Capítulo 1
Lancaster, Reino Unido, 1840
Demasiado excitada como para permanecer sentada, la joven señorita Elizabeth Grant caminaba de un lado a otro del dormitorio deteniéndose de tanto en tanto frente al espejo del tocador. Estudiaba con atención la imagen que este le devolvía, sonreía satisfecha y reanudaba el paseíllo ante la divertida mirada de su prima Anna.

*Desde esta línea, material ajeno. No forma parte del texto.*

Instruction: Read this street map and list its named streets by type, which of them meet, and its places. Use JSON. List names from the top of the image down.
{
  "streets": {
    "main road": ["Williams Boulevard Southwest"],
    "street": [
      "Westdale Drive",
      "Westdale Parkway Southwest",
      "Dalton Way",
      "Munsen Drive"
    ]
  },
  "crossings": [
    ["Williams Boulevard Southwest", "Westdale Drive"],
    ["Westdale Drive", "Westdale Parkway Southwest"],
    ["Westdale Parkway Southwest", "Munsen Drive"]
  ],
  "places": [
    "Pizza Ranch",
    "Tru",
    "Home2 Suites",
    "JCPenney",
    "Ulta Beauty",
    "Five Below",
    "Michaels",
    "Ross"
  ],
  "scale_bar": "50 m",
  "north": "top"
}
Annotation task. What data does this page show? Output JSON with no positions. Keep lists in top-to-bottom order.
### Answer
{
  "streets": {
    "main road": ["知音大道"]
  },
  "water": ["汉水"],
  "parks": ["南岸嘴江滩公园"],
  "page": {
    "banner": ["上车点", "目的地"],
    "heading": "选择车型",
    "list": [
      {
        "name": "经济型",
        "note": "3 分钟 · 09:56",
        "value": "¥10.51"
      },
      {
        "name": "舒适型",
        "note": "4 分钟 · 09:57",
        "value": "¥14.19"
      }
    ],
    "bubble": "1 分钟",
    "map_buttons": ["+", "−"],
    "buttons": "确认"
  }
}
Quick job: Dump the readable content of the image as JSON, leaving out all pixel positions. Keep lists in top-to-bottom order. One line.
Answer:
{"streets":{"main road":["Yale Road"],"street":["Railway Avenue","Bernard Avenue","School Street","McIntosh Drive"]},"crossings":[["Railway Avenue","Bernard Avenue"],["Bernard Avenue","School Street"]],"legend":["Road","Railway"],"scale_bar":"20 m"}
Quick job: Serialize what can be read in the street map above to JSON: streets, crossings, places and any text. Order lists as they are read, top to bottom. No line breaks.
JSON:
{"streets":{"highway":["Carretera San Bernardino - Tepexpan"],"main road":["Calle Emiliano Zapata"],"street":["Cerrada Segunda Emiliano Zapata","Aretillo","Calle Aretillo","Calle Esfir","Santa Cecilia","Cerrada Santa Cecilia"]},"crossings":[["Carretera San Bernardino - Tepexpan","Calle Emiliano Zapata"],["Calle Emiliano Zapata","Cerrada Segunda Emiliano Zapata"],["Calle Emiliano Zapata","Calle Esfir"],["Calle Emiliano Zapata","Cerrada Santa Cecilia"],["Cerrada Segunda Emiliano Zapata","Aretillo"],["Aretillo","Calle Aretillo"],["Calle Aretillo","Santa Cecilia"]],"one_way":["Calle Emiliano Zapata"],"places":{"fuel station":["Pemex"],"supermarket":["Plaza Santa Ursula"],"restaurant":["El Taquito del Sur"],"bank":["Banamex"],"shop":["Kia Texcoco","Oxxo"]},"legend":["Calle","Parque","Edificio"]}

—No comprendo cómo puedes estar tan tranquila —manifestó la muchacha, revisando por enésima vez su aspecto, atusándose los rizos que le enmarcaban el rostro y ahuecando el abullonado de las mangas de su vestido antes de girarse hacia su prima con una deslumbrante sonrisa en los labios—. ¿No estas emocionada? Yo siento que podría estallar de un momento a otro, tan alborotada estoy —concluyó con una risita de puro júbilo.
—Es comprensible, estás a punto de asistir a tu primer baile —señaló Anna, coreando la risa de Beth al ver que sus palabras no hacían más que avivar el entusiasmo de la más joven, y contagiándose del mismo.
A fin de cuentas, esa también sería su primera temporada, aunque su edad distara mucho de ser la de una debutante. La inesperada muerte de sus padres tres años atrás la había mantenido largo tiempo sumida en el dolor, la tristeza y el duelo, alejada de los salones y reuniones. Detalle este que, dado su carácter extrovertido, y a decir de su tía un tanto levantisco, le traía sin cuidado. Intentaría disfrutar de las fiestas y el baile como cualquier otra joven, sin importarle que el resto de la sociedad la considerara, a sus veintiún años, poco menos que una solterona.
A lo largo de aquella semana su tía Clarissa la había abrumado con interminables sermones sobre cómo tenía que comportarse en el baile de presentación de Beth. Ante todo, debía evitar ponerse en evidencia, pensando siempre en su futuro y en el de su prima que, con seguridad, esa misma temporada lograría prometerse con algún respetable y, por supuesto, adinerado caballero.
—Con suerte, siempre y cuando tu conducta sea intachable, tú también encontrarás esposo.
Estas habían sido sus palabras la noche anterior. Palabras que en ese instante resonaban en su cabeza casi como una amenaza.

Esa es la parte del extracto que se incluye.